Exactly as they appear below, repeat the lines from the one with "222 41 219 37Z" through the one with "M605 63H642L680 70", and no others.

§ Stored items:
_ _ _
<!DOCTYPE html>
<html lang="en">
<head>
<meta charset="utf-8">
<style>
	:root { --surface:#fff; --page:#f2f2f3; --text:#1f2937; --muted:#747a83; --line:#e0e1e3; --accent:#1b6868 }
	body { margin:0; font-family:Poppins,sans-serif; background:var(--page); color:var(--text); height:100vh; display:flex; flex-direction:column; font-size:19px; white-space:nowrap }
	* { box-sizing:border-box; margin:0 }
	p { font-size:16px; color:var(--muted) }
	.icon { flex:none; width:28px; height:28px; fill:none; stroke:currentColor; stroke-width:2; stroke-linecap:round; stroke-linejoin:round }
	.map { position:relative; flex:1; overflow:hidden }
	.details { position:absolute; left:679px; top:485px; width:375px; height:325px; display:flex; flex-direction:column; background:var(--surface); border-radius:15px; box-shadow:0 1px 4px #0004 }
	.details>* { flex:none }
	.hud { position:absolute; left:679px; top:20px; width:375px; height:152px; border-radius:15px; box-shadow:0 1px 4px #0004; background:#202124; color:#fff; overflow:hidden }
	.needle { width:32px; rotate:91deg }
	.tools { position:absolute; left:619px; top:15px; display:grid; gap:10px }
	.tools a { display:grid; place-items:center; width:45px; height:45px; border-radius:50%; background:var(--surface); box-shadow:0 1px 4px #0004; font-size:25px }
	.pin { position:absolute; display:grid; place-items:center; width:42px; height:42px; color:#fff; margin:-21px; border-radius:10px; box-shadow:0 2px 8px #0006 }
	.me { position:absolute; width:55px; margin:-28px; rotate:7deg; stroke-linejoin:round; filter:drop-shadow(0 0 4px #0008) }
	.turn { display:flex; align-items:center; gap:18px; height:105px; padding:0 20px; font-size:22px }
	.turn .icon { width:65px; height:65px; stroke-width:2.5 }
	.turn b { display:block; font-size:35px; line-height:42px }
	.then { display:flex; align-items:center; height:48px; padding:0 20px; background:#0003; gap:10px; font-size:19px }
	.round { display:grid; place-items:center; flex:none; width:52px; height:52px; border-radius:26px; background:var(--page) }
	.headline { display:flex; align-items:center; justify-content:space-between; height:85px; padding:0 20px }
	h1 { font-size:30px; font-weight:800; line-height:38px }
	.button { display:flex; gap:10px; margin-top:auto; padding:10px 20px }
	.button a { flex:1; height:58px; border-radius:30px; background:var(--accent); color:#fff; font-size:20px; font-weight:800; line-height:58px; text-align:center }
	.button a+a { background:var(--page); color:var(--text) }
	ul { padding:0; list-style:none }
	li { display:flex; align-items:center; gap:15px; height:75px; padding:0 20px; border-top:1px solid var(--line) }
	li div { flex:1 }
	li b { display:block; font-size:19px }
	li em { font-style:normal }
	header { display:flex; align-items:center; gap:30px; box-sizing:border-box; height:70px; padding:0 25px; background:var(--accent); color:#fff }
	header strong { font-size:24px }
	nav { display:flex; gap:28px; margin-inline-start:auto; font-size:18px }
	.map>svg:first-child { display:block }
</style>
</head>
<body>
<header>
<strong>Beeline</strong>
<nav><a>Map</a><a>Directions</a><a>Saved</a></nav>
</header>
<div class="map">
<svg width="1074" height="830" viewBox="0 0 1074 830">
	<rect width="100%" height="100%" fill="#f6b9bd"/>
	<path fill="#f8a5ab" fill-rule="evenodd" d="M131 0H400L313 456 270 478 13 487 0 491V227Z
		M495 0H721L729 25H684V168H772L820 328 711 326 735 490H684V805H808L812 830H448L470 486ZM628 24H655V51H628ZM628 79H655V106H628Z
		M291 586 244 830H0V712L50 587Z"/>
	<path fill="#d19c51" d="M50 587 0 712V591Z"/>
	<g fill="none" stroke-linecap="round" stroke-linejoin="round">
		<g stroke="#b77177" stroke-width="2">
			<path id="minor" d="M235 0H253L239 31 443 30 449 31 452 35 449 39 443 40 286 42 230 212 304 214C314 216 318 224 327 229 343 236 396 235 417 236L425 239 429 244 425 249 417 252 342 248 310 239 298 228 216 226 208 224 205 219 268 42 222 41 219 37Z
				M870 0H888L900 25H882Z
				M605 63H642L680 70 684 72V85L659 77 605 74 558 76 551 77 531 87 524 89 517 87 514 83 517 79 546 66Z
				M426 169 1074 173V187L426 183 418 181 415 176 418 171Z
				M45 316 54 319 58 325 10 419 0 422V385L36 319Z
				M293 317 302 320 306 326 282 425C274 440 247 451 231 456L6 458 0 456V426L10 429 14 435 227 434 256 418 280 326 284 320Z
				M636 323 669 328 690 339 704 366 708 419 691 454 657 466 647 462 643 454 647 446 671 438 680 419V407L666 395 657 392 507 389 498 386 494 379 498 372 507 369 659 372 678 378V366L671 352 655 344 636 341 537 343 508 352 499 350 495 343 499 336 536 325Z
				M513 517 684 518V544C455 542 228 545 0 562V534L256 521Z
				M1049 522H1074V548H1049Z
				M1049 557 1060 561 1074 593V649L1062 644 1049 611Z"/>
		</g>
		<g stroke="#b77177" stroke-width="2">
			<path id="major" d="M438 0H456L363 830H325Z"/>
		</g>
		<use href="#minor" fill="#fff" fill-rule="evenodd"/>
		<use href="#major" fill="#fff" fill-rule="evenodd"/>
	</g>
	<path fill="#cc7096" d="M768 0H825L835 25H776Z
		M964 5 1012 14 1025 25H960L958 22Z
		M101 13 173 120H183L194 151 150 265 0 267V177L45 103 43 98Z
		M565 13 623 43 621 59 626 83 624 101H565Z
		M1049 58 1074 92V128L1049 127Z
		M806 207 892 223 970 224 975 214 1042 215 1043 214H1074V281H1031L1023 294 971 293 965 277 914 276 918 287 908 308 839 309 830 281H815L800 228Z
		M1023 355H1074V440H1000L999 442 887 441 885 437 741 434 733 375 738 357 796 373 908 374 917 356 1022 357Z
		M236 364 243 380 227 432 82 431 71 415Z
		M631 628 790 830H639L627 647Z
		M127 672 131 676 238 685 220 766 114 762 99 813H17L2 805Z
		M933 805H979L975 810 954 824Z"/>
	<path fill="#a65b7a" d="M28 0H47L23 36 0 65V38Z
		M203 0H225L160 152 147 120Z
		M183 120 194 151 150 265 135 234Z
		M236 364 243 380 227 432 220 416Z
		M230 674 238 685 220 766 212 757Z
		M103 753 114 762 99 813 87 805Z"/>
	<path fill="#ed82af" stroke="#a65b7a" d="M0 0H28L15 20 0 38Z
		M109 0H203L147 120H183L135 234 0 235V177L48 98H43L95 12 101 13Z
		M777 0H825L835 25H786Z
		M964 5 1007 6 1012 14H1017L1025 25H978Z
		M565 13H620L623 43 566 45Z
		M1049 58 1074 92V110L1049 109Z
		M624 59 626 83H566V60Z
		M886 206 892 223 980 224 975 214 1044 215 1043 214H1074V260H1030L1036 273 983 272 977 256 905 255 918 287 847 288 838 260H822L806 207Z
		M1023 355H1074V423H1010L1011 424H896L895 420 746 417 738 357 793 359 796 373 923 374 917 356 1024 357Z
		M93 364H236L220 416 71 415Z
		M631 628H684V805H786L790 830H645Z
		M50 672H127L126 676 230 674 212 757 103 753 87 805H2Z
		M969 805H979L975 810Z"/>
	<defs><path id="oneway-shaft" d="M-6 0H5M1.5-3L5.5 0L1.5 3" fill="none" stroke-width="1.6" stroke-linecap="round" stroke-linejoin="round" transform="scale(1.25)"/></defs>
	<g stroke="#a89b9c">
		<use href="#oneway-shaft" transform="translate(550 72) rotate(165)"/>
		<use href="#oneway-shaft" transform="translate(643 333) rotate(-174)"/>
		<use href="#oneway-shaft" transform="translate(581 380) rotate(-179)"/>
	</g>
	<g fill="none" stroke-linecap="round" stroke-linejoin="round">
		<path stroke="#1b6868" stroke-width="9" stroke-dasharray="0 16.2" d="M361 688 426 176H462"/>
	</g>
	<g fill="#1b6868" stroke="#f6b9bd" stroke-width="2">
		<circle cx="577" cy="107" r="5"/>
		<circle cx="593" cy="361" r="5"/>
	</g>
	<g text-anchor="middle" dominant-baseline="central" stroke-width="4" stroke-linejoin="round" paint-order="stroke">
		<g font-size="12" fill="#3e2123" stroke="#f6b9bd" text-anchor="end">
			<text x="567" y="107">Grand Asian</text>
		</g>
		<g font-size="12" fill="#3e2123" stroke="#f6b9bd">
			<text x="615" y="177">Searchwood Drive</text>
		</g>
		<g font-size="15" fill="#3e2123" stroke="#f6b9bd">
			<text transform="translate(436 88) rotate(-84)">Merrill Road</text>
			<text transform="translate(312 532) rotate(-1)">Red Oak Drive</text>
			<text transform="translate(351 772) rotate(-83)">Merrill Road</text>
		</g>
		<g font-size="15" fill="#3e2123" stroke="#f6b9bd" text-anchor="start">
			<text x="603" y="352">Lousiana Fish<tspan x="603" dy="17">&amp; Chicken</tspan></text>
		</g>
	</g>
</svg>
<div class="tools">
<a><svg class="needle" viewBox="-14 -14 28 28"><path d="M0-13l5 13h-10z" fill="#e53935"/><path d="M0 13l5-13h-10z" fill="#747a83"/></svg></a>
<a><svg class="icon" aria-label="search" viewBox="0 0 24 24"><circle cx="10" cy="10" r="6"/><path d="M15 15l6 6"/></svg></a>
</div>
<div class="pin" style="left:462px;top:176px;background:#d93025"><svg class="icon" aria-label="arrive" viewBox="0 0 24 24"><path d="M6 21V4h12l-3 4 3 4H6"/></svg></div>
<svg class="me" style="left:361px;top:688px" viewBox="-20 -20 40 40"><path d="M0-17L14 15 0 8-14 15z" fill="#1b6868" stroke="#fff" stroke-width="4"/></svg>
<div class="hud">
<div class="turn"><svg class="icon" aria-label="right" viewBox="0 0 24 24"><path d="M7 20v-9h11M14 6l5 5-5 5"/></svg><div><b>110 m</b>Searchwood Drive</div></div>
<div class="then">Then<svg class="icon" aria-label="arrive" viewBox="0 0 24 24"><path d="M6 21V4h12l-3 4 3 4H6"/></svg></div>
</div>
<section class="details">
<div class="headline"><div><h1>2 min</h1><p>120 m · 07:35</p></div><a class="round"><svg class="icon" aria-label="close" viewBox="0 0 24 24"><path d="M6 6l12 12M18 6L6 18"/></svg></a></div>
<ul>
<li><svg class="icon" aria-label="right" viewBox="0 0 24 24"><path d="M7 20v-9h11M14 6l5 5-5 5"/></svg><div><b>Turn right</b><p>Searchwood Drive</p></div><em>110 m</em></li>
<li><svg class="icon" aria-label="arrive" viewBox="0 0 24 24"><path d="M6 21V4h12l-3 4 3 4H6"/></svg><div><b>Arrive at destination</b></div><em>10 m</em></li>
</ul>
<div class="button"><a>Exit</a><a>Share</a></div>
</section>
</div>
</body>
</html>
_ _ _
§ SOLUTION:
			<path id="minor" d="M235 0H253L239 31 443 30 449 31 452 35 449 39 443 40 286 42 230 212 304 214C314 216 318 224 327 229 343 236 396 235 417 236L425 239 429 244 425 249 417 252 342 248 310 239 298 228 216 226 208 224 205 219 268 42 222 41 219 37Z
				M870 0H888L900 25H882Z
				M605 63H642L680 70 684 72V85L659 77 605 74 558 76 551 77 531 87 524 89 517 87 514 83 517 79 546 66Z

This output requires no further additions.